Posted January 6, 2015


Welcome to the Cyveillance Weekly Trends Report

Since threat intelligence is constantly evolving, we publish this weekly report to keep our customers updated on the latest threats across a variety of industries. You can read an abridged version below. Follow us on Twitter and subscribe to our blog to make sure you don’t miss any of the latest security articles from Cyveillance experts.

Top Incidents


  • Federal regulators plan to resume random HIPAA compliance audits in 2015; organizations should prepare by doing their own mock audits. During the mock audits, healthcare providers should ensure that they have all HIPAA-related documentation in one place, so that they can provide proof to government auditors about their security and privacy compliance efforts.

Financial Services

Legal and Regulations

  • The Federal Communications Commission is expected to introduce and vote on net neutrality rules in February.
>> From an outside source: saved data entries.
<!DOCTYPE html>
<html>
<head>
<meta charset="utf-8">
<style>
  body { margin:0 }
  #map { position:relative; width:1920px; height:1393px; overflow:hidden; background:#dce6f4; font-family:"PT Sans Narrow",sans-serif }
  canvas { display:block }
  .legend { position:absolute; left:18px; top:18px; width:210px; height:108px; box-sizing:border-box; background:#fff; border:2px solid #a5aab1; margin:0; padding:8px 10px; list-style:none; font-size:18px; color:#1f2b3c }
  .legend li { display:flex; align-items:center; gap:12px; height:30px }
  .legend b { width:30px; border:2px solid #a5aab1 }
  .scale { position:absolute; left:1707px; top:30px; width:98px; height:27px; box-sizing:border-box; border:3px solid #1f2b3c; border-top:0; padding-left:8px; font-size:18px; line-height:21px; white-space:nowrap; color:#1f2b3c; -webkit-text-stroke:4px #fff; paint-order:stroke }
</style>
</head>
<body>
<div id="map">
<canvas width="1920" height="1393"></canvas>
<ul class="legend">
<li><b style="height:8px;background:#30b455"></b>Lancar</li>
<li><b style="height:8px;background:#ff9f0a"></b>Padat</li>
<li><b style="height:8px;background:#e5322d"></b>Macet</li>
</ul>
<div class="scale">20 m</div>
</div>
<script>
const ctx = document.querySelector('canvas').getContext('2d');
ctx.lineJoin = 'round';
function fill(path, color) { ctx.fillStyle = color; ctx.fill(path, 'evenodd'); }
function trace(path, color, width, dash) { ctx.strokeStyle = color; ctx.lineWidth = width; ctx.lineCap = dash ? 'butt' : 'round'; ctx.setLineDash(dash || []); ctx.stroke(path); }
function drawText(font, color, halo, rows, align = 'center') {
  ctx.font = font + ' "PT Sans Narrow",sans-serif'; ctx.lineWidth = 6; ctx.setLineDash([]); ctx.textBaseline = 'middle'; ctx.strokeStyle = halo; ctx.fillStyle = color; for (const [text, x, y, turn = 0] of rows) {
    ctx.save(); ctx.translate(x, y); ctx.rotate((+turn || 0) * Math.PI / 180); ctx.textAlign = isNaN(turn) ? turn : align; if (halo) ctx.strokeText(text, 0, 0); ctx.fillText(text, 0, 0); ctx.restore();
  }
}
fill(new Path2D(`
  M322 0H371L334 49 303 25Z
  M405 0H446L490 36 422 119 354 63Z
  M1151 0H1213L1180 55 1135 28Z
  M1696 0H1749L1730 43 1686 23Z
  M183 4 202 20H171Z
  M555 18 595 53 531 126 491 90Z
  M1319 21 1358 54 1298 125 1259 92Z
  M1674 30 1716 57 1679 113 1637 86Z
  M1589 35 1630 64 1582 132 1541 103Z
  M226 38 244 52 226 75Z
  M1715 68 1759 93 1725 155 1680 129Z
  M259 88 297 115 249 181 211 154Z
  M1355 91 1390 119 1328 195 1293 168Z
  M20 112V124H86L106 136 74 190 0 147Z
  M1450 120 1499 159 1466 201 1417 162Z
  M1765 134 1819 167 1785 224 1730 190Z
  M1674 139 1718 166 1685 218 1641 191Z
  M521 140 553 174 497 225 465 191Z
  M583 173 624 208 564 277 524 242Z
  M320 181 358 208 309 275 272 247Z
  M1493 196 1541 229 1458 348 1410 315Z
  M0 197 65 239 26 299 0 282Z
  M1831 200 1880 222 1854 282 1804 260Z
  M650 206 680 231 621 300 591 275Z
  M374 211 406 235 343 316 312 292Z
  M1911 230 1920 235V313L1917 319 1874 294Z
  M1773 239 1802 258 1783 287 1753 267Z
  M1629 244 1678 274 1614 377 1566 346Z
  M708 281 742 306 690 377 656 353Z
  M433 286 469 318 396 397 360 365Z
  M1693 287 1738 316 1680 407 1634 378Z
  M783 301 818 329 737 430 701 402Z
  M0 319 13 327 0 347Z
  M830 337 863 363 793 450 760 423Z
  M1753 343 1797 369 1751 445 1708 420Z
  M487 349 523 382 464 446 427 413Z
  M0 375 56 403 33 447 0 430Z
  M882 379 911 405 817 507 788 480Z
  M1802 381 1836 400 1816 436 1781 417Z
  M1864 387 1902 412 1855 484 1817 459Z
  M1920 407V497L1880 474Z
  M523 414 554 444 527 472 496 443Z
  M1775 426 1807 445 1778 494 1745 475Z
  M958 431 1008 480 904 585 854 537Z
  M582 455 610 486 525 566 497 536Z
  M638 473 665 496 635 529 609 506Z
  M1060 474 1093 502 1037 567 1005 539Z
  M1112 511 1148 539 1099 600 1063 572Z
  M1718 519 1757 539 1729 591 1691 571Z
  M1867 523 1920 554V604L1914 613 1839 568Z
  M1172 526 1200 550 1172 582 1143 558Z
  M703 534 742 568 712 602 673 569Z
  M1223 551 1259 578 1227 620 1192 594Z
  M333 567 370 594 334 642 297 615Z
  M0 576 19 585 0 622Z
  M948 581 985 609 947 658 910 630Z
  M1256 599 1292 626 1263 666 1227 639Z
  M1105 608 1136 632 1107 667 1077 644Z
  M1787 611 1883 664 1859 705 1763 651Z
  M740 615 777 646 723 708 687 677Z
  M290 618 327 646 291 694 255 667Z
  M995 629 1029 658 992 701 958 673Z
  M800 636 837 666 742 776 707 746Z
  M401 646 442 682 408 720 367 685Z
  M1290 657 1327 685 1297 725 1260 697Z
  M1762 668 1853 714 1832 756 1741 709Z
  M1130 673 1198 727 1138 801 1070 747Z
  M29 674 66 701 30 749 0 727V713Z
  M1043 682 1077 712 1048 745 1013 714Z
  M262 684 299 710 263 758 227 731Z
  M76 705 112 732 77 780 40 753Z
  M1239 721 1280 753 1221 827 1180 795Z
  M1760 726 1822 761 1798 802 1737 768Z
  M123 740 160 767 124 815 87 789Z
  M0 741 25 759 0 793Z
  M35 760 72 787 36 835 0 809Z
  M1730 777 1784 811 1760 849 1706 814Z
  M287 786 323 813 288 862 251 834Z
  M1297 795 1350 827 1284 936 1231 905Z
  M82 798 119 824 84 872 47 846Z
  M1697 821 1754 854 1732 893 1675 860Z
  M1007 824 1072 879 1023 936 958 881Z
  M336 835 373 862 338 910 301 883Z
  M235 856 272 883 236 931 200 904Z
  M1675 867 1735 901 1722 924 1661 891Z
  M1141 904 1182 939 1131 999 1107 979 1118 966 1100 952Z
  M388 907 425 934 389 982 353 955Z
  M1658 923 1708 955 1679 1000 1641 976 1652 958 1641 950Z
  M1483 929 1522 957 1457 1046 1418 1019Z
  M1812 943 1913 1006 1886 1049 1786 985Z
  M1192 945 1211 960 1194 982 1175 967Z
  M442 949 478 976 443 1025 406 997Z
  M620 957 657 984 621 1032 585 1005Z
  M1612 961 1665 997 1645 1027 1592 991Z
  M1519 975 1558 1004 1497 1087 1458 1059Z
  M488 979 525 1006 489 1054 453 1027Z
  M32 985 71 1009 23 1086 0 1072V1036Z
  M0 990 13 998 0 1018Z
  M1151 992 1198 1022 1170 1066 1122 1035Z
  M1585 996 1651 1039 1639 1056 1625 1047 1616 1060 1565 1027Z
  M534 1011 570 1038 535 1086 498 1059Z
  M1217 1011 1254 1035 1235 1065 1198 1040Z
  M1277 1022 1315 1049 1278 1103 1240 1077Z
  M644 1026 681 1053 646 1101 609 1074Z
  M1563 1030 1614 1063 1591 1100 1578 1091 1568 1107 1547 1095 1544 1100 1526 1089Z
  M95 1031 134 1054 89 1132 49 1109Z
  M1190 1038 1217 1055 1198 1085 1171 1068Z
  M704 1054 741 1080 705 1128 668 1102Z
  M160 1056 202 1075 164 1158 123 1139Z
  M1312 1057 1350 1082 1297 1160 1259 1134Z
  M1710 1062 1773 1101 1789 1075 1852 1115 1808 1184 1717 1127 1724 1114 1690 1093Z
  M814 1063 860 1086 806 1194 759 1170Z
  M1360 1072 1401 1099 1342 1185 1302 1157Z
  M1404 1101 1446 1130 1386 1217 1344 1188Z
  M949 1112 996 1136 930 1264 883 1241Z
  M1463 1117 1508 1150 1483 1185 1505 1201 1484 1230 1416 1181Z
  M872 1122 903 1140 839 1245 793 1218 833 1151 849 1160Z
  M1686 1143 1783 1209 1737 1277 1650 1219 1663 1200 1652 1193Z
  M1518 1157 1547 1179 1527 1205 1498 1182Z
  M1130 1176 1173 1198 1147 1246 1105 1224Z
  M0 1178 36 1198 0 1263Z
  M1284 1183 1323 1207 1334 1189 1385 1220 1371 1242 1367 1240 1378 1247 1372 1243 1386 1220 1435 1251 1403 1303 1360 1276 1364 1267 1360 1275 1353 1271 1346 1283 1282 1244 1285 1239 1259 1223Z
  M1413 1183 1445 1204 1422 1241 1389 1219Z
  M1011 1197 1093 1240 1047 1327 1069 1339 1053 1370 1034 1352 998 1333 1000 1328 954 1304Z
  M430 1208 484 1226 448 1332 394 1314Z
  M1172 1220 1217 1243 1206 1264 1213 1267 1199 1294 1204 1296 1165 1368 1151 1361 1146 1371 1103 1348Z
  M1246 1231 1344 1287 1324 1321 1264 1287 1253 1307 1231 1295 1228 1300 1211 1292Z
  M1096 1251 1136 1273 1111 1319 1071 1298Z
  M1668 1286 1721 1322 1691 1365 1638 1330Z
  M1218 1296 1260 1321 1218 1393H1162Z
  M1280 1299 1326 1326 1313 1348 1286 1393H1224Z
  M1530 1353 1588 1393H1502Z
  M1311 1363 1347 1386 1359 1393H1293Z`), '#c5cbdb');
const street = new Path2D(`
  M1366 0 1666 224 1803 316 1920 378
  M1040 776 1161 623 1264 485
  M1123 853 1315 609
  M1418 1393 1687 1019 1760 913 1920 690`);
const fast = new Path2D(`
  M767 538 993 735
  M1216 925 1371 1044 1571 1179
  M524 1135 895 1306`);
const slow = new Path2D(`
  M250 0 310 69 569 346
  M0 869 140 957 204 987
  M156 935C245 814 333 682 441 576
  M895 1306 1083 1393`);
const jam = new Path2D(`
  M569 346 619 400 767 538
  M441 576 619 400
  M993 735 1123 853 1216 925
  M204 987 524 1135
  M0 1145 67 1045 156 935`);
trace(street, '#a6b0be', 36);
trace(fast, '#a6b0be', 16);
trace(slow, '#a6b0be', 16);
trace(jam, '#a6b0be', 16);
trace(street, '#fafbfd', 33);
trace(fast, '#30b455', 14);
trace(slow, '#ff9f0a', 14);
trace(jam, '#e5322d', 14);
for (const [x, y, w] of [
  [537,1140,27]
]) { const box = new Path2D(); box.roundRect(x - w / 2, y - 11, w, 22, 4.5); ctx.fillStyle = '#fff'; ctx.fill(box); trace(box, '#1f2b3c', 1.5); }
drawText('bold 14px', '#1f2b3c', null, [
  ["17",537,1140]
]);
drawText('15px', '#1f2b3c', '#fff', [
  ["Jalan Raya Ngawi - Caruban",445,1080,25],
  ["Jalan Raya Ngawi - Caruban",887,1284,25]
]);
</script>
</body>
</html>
Republican lawmakers are preparing to take the net neutrality debate into their own hands if the FCC opts to regulate internet service providers as utility companies.


Global Intelligence

  • The United States imposed fresh sanctions on North Korea on January 2 in its first public act of retribution for the alleged cyber-attack against Sony. The stepped-up sanctions, authorized by executive order from President Barack Obama, will affect three North Korean entities, including a government intelligence agency and a North Korean arms dealer. The U.S. is also sanctioning 10 individuals who work for those entities or the North Korean government, the Treasury Department said.
  • An FBI bulletin claims that the perpetrators in the Sony breach may extend their efforts to threaten other media companies. The Guardians of Peace posted taunting messages to that mocked the FBI and an undisclosed media organization’s investigation efforts. The targeted media organization has not yet been identified.
  • The FBI is not backing down on its claim that North Korea was the mastermind behind the disruptive Sony studio hack. The bureau’s insistence comes after a growing number of private cyber-security firms are saying there is no evidence to conclude North Korea was the mastermind. FBI agents were briefed earlier this week on a theory that the attack was launched by former disgruntled Sony workers. In a statement, the FBI said North Korea was responsible, citing “intelligence from US intelligence community, DHS [Department of Homeland Security], foreign partners and the private sector.”